**PROBLEM REQUIREMENTS**
If an entry below holds a picture, leave the picture out and print the rest exactly.
######
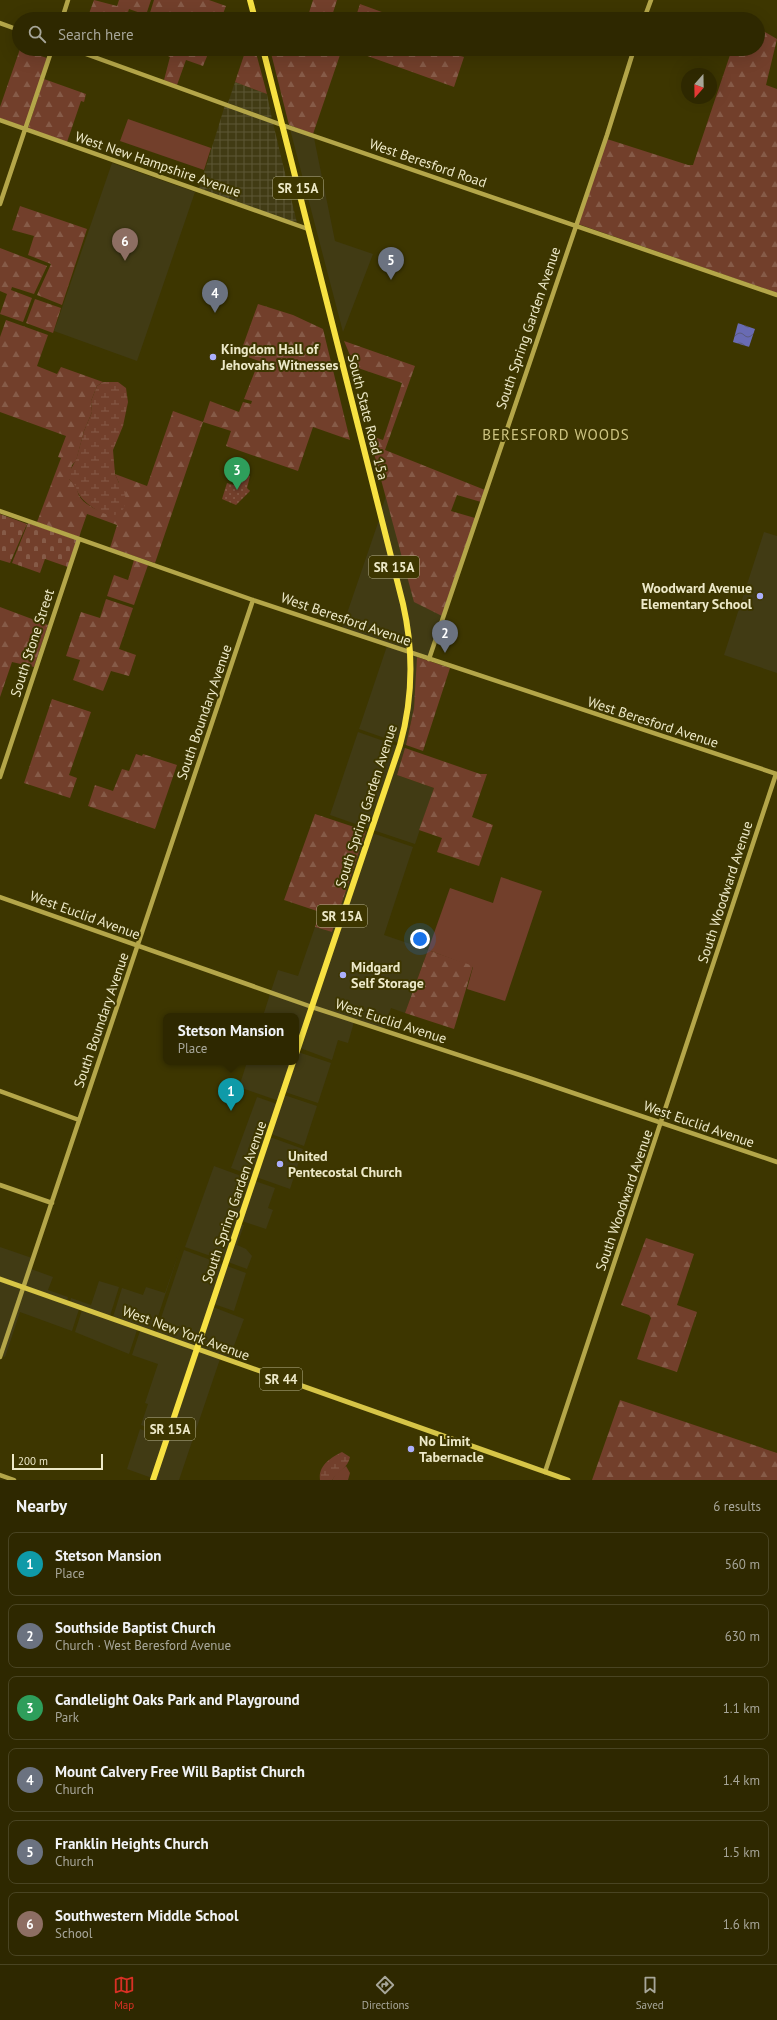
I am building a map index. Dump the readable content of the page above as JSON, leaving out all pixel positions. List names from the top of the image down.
{
  "streets": {
    "highway": ["SR 15A", "South Spring Garden Avenue", "South State Road 15a"],
    "main road": ["West New York Avenue", "SR 44"],
    "street": [
      "West Beresford Road",
      "West New Hampshire Avenue",
      "West Beresford Avenue",
      "South Stone Street",
      "South Boundary Avenue",
      "South Woodward Avenue",
      "West Euclid Avenue"
    ]
  },
  "crossings": [
    ["West Beresford Road", "South Spring Garden Avenue"],
    ["West Beresford Road", "South State Road 15a"],
    ["West New Hampshire Avenue", "South State Road 15a"],
    ["SR 15A", "South Spring Garden Avenue"],
    ["SR 15A", "West New York Avenue"],
    ["South Spring Garden Avenue", "South State Road 15a"],
    ["South Spring Garden Avenue", "West Beresford Avenue"],
    ["South Spring Garden Avenue", "West Euclid Avenue"],
    ["South Spring Garden Avenue", "West New York Avenue"],
    ["South State Road 15a", "West Beresford Avenue"],
    ["West Beresford Avenue", "South Stone Street"],
    ["West Beresford Avenue", "South Boundary Avenue"],
    ["West Beresford Avenue", "South Woodward Avenue"],
    ["South Boundary Avenue", "West Euclid Avenue"],
    ["South Boundary Avenue", "West New York Avenue"],
    ["South Woodward Avenue", "West Euclid Avenue"],
    ["South Woodward Avenue", "West New York Avenue"]
  ],
  "districts": ["BERESFORD WOODS"],
  "places": [
    "Kingdom Hall of Jehovahs Witnesses",
    "Woodward Avenue Elementary School",
    "Midgard Self Storage",
    "United Pentecostal Church",
    "No Limit Tabernacle"
  ],
  "scale_bar": "200 m",
  "north": "bottom",
  "page": {
    "search": "Search here",
    "pins": [
      "6",
      "5",
      "4",
      "3",
      "2",
      "1"
    ],
    "popup": ["Stetson Mansion", "Place"],
    "scale": "200 m",
    "heading": ["Nearby", "6 results"],
    "list": [
      {
        "mark": "1",
        "name": "Stetson Mansion",
        "note": "Place",
        "value": "560 m"
      },
      {
        "mark": "2",
        "name": "Southside Baptist Church",
        "note": "Church · West Beresford Avenue",
        "value": "630 m"
      },
      {
        "mark": "3",
        "name": "Candlelight Oaks Park and Playground",
        "note": "Park",
        "value": "1.1 km"
      },
      {
        "mark": "4",
        "name": "Mount Calvery Free Will Baptist Church",
        "note": "Church",
        "value": "1.4 km"
      },
      {
        "mark": "5",
        "name": "Franklin Heights Church",
        "note": "Church",
        "value": "1.5 km"
      },
      {
        "mark": "6",
        "name": "Southwestern Middle School",
        "note": "School",
        "value": "1.6 km"
      }
    ],
    "nav": ["Map", "Directions", "Saved"]
  }
}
######
**EXERCISE SOLUTION**
I am building a map index. Dump the readable content of the page above as JSON, leaving out all pixel positions. List names from the top of the image down.
{
  "streets": {
    "highway": ["SR 15A", "South Spring Garden Avenue", "South State Road 15a"],
    "main road": ["West New York Avenue", "SR 44"],
    "street": [
      "West Beresford Road",
      "West New Hampshire Avenue",
      "West Beresford Avenue",
      "South Stone Street",
      "South Boundary Avenue",
      "South Woodward Avenue",
      "West Euclid Avenue"
    ]
  },
  "crossings": [
    ["West Beresford Road", "South Spring Garden Avenue"],
    ["West Beresford Road", "South State Road 15a"],
    ["West New Hampshire Avenue", "South State Road 15a"],
    ["SR 15A", "South Spring Garden Avenue"],
    ["SR 15A", "West New York Avenue"],
    ["South Spring Garden Avenue", "South State Road 15a"],
    ["South Spring Garden Avenue", "West Beresford Avenue"],
    ["South Spring Garden Avenue", "West Euclid Avenue"],
    ["South Spring Garden Avenue", "West New York Avenue"],
    ["South State Road 15a", "West Beresford Avenue"],
    ["West Beresford Avenue", "South Stone Street"],
    ["West Beresford Avenue", "South Boundary Avenue"],
    ["West Beresford Avenue", "South Woodward Avenue"],
    ["South Boundary Avenue", "West Euclid Avenue"],
    ["South Boundary Avenue", "West New York Avenue"],
    ["South Woodward Avenue", "West Euclid Avenue"],
    ["South Woodward Avenue", "West New York Avenue"]
  ],
  "districts": ["BERESFORD WOODS"],
  "places": [
    "Kingdom Hall of Jehovahs Witnesses",
    "Woodward Avenue Elementary School",
    "Midgard Self Storage",
    "United Pentecostal Church",
    "No Limit Tabernacle"
  ],
  "scale_bar": "200 m",
  "north": "bottom",
  "page": {
    "search": "Search here",
    "pins": [
      "6",
      "5",
      "4",
      "3",
      "2",
      "1"
    ],
    "popup": ["Stetson Mansion", "Place"],
    "scale": "200 m",
    "heading": ["Nearby", "6 results"],
    "list": [
      {
        "mark": "1",
        "name": "Stetson Mansion",
        "note": "Place",
        "value": "560 m"
      },
      {
        "mark": "2",
        "name": "Southside Baptist Church",
        "note": "Church · West Beresford Avenue",
        "value": "630 m"
      },
      {
        "mark": "3",
        "name": "Candlelight Oaks Park and Playground",
        "note": "Park",
        "value": "1.1 km"
      },
      {
        "mark": "4",
        "name": "Mount Calvery Free Will Baptist Church",
        "note": "Church",
        "value": "1.4 km"
      },
      {
        "mark": "5",
        "name": "Franklin Heights Church",
        "note": "Church",
        "value": "1.5 km"
      },
      {
        "mark": "6",
        "name": "Southwestern Middle School",
        "note": "School",
        "value": "1.6 km"
      }
    ],
    "nav": ["Map", "Directions", "Saved"]
  }
}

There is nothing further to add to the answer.